How does the internet work?

Olga
15 min readJan 13, 2022

--

Photo by Nastya Dulhiier on Unsplash

How does the internet work? And what is the internet anyway?

The internet can be defined as a very large network consisting of numerous smaller networks.

The internet consists of Technical Infrastructure and the Web.

The Web is all the resources or information that is available to us “on the internet”. The Web can be described as the service that sits on top of technical infrastructure.

The technical infrastructure was engineered by thousands of people over many many years. That infrastructure includes actual physical hardware and various software.

Conceptually the Internet can be described as a system composed of multiple layers.

Each layer is responsible for performing a specific function and has to follow specific rules.

Each layer is independent from any other layers. But at the same time, layers must work together to make the whole system work.

But first, what is a network?

Network

If we have two or more devices connected to each other and that they are able to send/receive some data to/from each other we have a network.

Basic Network

In a real world situation, in a library, for example, it would be called a Local Area Network or LAN.

In the case of LAN there would be many devices connected to each other. They are typically connected via a network bridging device and network cables.

The network bridging device that connects the computers/devices is usually: a hub, or a switch.

The main difference between the two is that, switch is what’s called an intelligent device and the hub isn’t.

A switch forwards data to the device that the data was sent to. The hub broadcasts the data to all the devices that are connected to it.

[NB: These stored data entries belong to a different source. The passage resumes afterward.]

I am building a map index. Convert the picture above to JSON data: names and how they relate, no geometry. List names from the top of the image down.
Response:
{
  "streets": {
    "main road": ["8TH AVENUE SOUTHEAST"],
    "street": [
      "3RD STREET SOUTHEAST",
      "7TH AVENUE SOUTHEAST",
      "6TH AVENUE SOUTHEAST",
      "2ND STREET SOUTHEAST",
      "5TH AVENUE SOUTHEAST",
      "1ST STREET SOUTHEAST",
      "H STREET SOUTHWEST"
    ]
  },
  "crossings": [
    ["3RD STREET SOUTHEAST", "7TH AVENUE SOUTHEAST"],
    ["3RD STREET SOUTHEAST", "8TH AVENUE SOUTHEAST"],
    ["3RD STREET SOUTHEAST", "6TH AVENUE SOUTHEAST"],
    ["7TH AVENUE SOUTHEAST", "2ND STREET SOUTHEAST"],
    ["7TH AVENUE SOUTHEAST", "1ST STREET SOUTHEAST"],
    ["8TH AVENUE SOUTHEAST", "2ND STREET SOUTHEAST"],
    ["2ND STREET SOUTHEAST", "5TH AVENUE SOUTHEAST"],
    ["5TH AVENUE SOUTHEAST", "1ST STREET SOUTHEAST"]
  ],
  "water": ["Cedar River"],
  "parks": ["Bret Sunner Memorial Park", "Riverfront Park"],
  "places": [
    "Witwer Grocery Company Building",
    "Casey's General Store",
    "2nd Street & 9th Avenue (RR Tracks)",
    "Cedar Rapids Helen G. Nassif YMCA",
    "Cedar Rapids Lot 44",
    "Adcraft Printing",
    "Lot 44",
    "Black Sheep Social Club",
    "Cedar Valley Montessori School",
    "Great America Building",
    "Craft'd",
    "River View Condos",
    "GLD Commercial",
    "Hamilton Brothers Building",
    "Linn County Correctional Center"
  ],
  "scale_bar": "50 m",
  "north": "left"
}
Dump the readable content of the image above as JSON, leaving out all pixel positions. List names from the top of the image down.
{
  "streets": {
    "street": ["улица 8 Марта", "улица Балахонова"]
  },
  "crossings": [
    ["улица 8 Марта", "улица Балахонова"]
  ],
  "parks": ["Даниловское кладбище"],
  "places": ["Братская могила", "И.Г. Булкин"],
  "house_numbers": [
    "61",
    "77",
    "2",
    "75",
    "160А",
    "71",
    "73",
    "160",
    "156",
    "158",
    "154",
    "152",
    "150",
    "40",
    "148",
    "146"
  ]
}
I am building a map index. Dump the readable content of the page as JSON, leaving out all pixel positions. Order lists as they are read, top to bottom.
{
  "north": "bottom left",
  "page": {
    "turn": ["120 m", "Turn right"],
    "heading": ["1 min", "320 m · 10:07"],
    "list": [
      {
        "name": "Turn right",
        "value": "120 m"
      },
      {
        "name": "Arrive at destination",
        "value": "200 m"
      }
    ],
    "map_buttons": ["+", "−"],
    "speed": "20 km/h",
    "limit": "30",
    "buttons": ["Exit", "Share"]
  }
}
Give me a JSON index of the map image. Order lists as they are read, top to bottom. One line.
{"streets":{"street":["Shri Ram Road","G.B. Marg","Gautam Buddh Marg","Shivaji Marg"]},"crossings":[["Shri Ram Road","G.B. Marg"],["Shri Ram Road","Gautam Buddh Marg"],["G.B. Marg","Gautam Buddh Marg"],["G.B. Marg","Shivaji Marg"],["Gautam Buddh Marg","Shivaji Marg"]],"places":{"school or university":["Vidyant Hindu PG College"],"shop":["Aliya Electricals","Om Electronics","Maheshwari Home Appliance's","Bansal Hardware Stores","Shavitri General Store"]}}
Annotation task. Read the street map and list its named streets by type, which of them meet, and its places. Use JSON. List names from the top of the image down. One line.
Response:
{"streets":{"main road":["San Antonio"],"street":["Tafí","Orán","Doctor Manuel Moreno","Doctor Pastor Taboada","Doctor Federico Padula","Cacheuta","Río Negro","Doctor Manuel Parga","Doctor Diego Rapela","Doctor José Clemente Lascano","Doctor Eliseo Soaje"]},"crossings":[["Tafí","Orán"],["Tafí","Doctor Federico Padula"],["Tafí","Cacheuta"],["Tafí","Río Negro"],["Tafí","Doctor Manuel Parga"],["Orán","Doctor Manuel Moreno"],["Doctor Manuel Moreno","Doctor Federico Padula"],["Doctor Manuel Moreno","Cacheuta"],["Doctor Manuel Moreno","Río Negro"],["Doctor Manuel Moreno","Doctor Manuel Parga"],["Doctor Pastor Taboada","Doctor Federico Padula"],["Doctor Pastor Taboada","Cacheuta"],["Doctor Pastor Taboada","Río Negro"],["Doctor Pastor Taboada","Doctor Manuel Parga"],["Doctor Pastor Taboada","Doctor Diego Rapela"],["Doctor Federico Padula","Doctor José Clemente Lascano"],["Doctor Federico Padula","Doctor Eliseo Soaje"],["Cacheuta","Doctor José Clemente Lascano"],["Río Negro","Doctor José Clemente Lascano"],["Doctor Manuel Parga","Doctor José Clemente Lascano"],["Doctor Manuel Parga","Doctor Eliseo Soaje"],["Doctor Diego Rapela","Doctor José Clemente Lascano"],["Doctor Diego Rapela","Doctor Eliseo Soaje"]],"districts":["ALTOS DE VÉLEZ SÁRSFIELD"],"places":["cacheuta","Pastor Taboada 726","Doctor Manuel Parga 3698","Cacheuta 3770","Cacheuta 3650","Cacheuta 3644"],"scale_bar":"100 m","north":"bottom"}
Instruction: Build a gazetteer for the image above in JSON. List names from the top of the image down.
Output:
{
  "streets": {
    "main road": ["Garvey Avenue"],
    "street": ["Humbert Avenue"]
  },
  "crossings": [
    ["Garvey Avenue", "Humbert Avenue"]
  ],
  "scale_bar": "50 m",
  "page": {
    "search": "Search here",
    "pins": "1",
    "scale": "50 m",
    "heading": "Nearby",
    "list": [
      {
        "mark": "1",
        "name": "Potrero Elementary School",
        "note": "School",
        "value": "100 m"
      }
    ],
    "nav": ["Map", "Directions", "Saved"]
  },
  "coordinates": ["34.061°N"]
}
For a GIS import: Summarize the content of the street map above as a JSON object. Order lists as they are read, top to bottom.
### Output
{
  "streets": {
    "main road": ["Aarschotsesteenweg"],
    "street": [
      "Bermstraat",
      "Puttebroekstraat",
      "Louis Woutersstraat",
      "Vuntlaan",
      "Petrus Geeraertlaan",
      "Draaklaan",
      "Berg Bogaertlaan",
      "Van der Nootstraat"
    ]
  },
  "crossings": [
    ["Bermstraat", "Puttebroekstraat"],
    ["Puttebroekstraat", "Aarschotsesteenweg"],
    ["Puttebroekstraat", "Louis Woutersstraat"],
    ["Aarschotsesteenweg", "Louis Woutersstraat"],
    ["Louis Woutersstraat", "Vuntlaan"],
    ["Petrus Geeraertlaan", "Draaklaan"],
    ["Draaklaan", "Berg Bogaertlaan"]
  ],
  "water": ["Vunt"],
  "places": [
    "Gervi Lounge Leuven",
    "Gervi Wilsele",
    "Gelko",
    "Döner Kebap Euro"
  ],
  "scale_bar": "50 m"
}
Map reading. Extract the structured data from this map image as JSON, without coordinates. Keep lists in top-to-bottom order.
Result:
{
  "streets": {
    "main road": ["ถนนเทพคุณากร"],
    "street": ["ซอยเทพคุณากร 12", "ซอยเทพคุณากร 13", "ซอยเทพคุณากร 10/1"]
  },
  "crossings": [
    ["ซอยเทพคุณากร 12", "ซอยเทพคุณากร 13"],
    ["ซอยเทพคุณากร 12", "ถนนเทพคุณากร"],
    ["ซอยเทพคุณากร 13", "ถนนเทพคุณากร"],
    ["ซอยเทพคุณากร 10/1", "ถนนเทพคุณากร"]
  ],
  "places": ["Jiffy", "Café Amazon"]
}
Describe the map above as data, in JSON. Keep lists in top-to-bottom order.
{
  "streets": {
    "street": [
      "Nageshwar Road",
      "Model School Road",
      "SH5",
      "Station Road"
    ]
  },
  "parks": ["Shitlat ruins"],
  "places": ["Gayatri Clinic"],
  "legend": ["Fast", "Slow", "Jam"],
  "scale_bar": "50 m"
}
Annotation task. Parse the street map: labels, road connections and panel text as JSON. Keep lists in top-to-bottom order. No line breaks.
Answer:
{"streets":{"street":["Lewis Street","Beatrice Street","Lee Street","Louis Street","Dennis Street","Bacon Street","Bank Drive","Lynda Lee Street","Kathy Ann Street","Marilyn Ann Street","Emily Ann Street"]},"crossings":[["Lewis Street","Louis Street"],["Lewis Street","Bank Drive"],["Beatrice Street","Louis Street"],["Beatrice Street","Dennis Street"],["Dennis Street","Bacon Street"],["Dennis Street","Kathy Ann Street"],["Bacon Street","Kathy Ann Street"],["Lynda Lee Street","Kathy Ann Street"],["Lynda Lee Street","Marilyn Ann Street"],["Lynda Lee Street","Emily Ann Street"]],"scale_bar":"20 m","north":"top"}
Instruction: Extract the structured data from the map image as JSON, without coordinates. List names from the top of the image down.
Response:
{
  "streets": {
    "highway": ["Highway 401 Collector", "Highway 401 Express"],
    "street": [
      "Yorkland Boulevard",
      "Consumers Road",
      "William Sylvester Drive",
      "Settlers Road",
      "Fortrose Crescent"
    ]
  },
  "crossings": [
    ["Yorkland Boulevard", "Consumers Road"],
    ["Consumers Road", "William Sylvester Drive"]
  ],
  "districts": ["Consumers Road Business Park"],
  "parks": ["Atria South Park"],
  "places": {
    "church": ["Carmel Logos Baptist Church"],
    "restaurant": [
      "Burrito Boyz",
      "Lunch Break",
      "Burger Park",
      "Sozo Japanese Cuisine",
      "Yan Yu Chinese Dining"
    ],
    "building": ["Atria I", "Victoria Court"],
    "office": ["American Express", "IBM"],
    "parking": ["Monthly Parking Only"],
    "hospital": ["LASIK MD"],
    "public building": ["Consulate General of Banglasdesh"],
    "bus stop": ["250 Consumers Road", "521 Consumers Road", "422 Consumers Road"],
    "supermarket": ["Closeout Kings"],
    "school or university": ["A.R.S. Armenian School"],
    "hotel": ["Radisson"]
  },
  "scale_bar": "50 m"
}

What if a library computer wants to send some data to another library computer that is located in a different city? In this case we need a way to establish a connection with an outside network. We need a router.

Router

A router is a device that can send (or route) data between the networks. The internet can also be described as a large number of networks connected via many many routers.

Routers enable inter-network communication

Routers are essential devices. Typically a router has at least two connections, although most would have more than two. One of the connections or ports is connected to some network, another connection is connected to another network.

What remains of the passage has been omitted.